Pear Skidding

The last few months have been a bit of a roller-coaster ride for mysipswitch. The ride started on Mar 25th when Ruby dial plans were introduced. Initially the new dial plan format did not gain a lot of traction but then a combination of people wanting to do more complicated things and the default dial plan for new users being set to Ruby saw their use increase considerably.

Around the start of June the roller-coaster, which had been on a nice gentle climb, encountered a little dip, just enough of a dip to cause some worry about what was around the next corner. This corresponded to a few incidents where mysipswitch had 3 outages over the space of three or four weeks. Up until this point outages had been virtually non-existent. 

The outages were tracked down to abnormally high memory usage on the mysipswitch process followed by it becoming unresponsive to registrations and calls. Restarting the process fixed the problem but then the memory usage would start creeping up and reach a dangerous level somewhere between 2 and 7 days later.

Now memory leaks are not uncommon in software and apart from buffer overflows are probably the second biggest software defect. However in the case of mysipswitch it is written in managed C# and runs within a runtime that takes care of memory management making it difficult, but not impossible, for memory leaks to manifest. Initially we thought that we must have introduced a leak within the SIP stack in one of the lists that tracks registrations or calls.
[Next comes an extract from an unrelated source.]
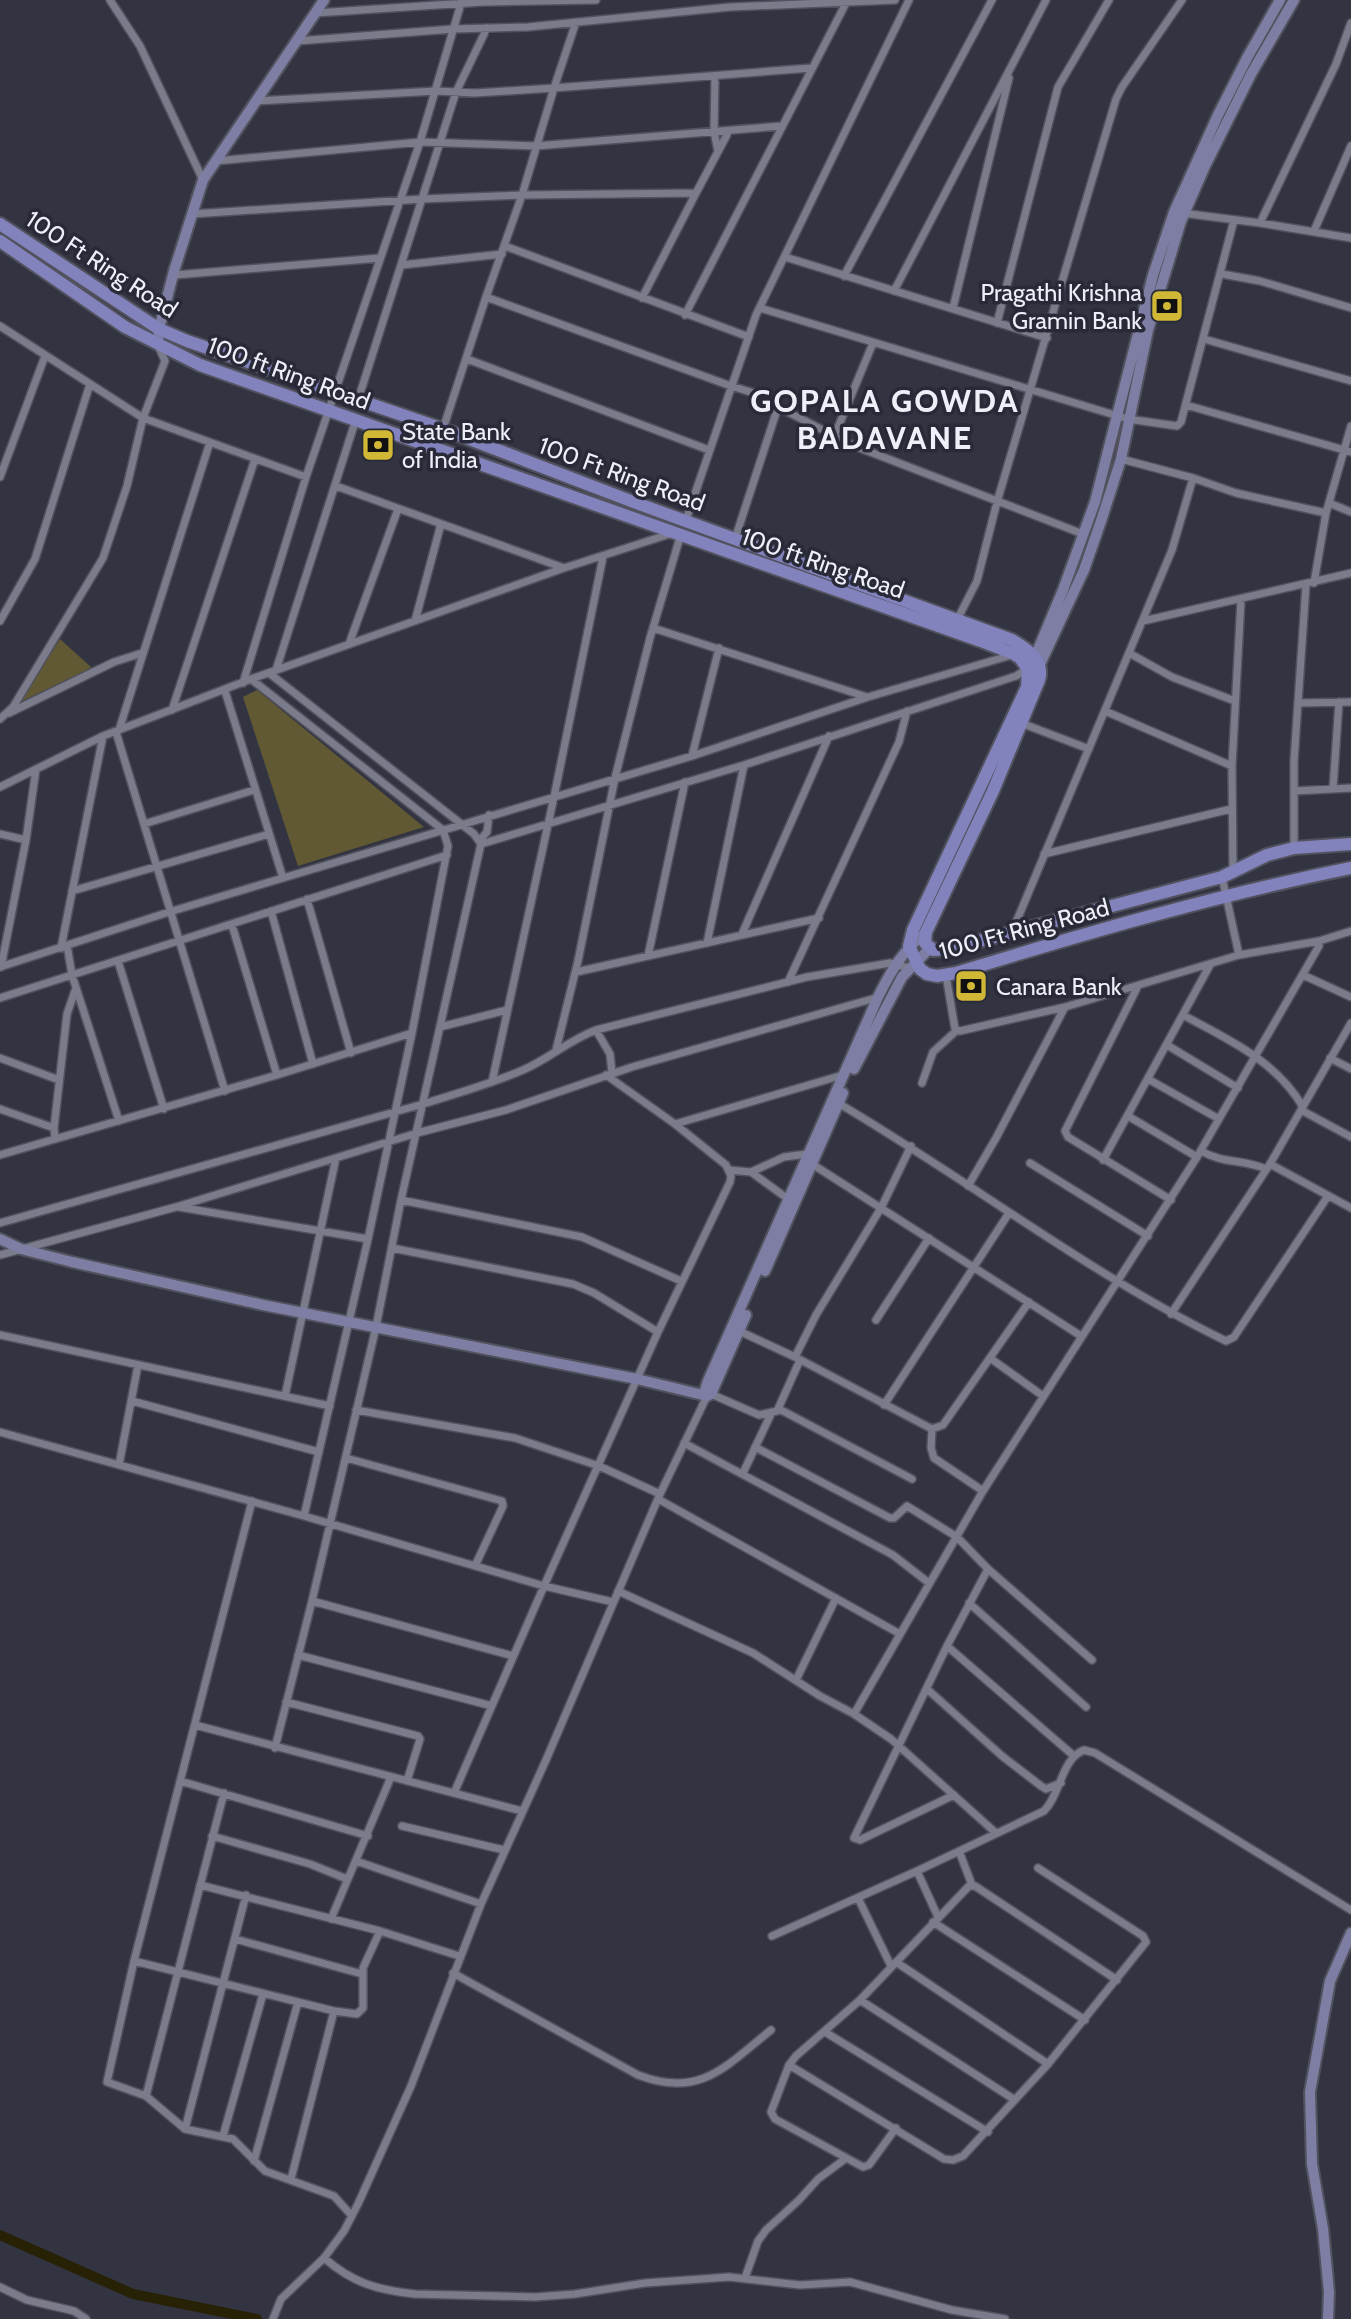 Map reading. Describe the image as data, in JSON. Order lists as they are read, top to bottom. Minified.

However after a couple of weeks of poring over the code and purchasing some profiling tools nothing was discovered and the memory leaks were still occurring.

Our attention was then turned onto the IronRuby assemblies. Straight away we found that if a Ruby dial plan generated an exception then memory utilisation would shoot up by up to 2MB. Some re-jigging of the way the scripts were loaded and executed improved things a lot but there was still a slow leak which meant a restart of the mysipswitch process was needed about twice a week.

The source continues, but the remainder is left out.